Sounds like all those fittings are corroded in.

Righty>tighty

Lefty>loosey.:vs_bulb::wink2:
I would imagine it would be, although it didn't feel damp today. However, there was no apparent corrosion on the surfaces of those particular items, but I reckon the threads could still be susceptible, maybe?

Utility room is 10' x 10' with concrete floor originally, that's now chewed up concrete floor (gravely-like in places (maybe they have, or had, water problems coming thru the old concrete block walls. Lots of dust down there. Burners (interior, bottom surfaces) had a clinging-type coating of dust underlying a thin layer of loose dust. After they were cleaned, no more snap, crackle & pop. Zero.

Manifold pressure wasn't measured, because partner was depending on my manometer, but it wouldn't read correctly. Not sure why, but maybe cause it was sitting in a canvas bag, located in the path of a cold draft last night. Flame characteristics were good. New one (little use, I mean -- over a year old). Fieldpiece SDMN-5 or something like that

Prior to the chimney blockage being cleaned, the shelf, I call it, which is apparently a horizontal heat shield (or maybe it's just a shelf for the rollout switches and their wiring) indirectly located over the burners (in between the burners and the gas valve that's on top) is no longer HOT, at least at. and near. its front edge. It seems too much heat from the blocked flue connection to chimney was backing up to the extent of abnormally heating up that shelf.

Burners and other parts had a clinging-type coating of dust.
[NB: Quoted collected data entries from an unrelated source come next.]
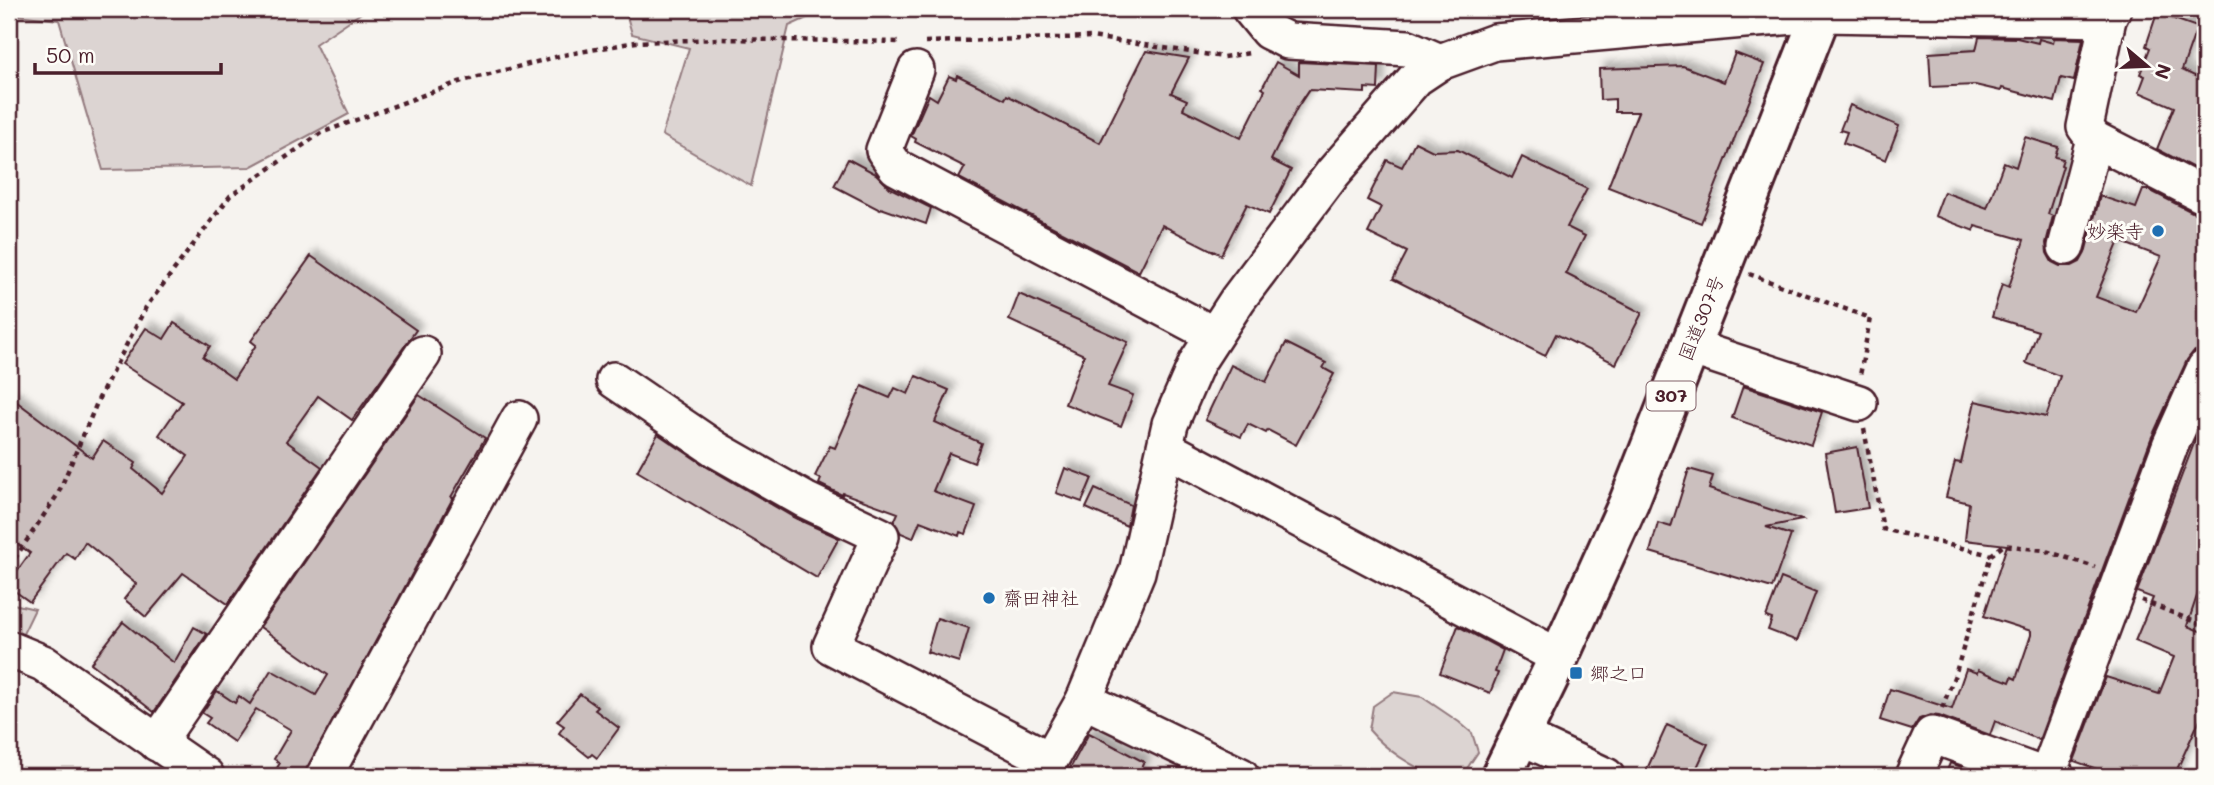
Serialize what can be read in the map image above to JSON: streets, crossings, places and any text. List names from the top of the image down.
{
  "streets": {
    "highway": ["国道307号", "307"]
  },
  "places": {
    "other": ["妙楽寺", "齋田神社"],
    "transit": ["郷之口"]
  },
  "scale_bar": "50 m",
  "north": "right"
}
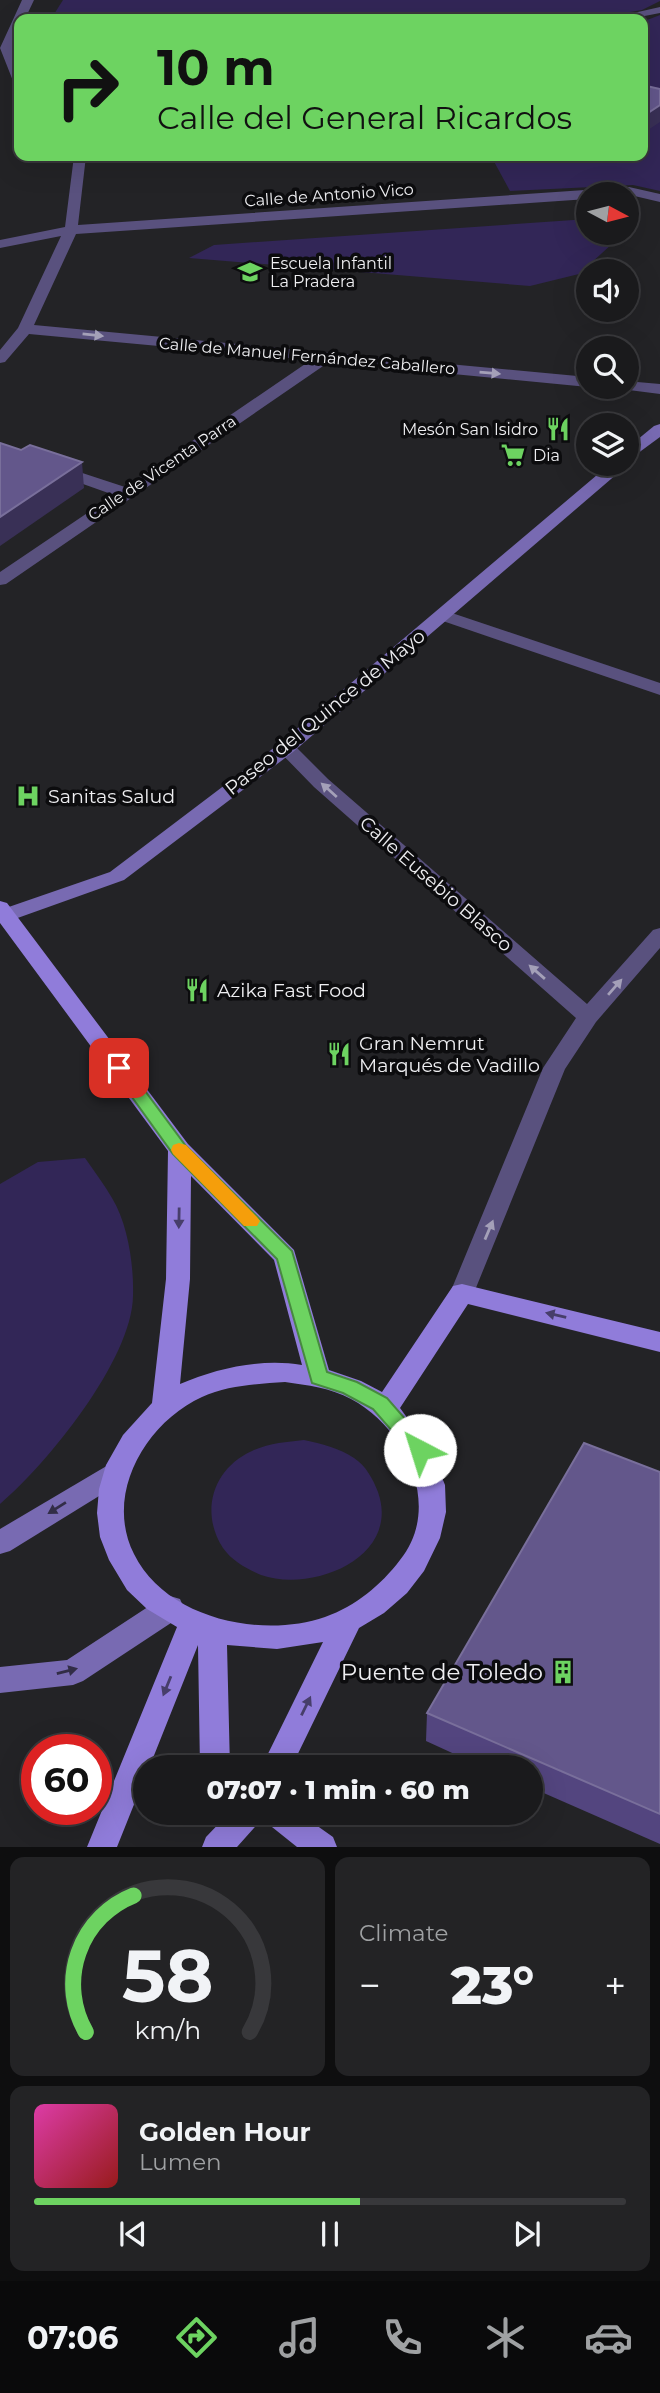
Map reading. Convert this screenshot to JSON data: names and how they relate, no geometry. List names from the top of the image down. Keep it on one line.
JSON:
{"streets":{"street":["Calle de Antonio Vico","Calle de Manuel Fernández Caballero","Calle de Vicenta Parra","Paseo del Quince de Mayo","Calle Eusebio Blasco"]},"crossings":[["Calle de Manuel Fernández Caballero","Calle de Vicenta Parra"],["Paseo del Quince de Mayo","Calle Eusebio Blasco"]],"one_way":["Calle de Manuel Fernández Caballero","Calle Eusebio Blasco"],"places":{"school or university":["Escuela Infantil La Pradera"],"restaurant":["Mesón San Isidro","Azika Fast Food","Gran Nemrut Marqués de Vadillo"],"supermarket":["Dia"],"hospital":["Sanitas Salud"],"building":["Puente de Toledo"]},"north":"right","page":{"turn":["10 m","Calle del General Ricardos"],"limit":"60","trip":"07:07 · 1 min · 60 m","tile":"Climate","heat":["−","23°","+"],"song":["Golden Hour","Lumen"],"tabs":"07:06","gauge":["58","km/h"]}}
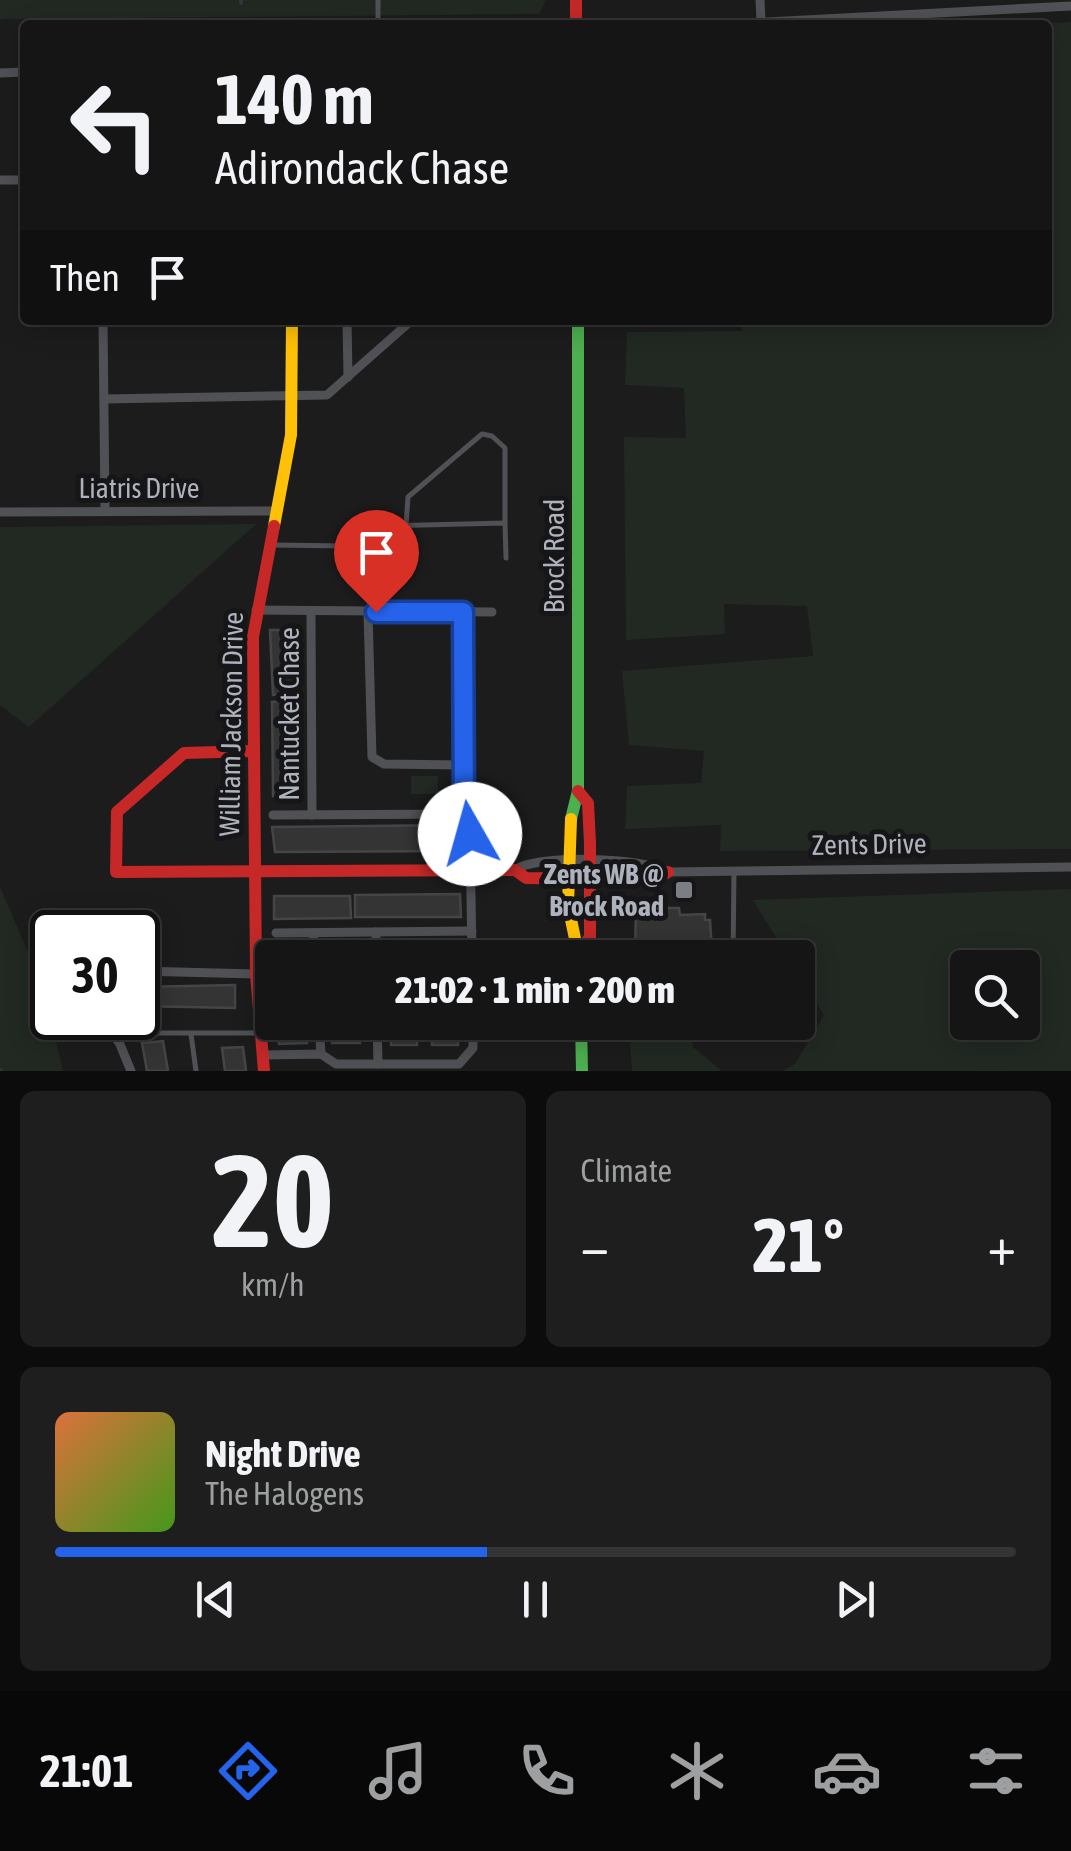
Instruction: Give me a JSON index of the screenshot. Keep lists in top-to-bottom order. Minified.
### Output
{"streets":{"street":["Liatris Drive","Brock Road","Nantucket Chase","William Jackson Drive","Zents Drive"]},"crossings":[["Liatris Drive","William Jackson Drive"],["Brock Road","Zents Drive"],["William Jackson Drive","Zents Drive"]],"places":{"transit":["Zents WB @ Brock Road"]},"page":{"turn":["140 m","Adirondack Chase"],"then":"Then","limit":"30","trip":"21:02 · 1 min · 200 m","tile":[["20","km/h"],"Climate"],"heat":["−","21°","+"],"song":["Night Drive","The Halogens"],"tabs":"21:01"}}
Had been watching for flame disturbance at blower ON point, during initial stage of checking out unit, but no flame movement.

Also pulled the A-coil out of plenum (not being used, no line-set or condenser unit on site). It was actually sitting crooked in plenum, causing the bottom-front face of plenum panel to be improperly joined with the sloped panel immediately below it, bowing it out some at the S-lock joint, which was a bit loose and taped to compensate, apparently.

All is apparently hunkey dorey at this point.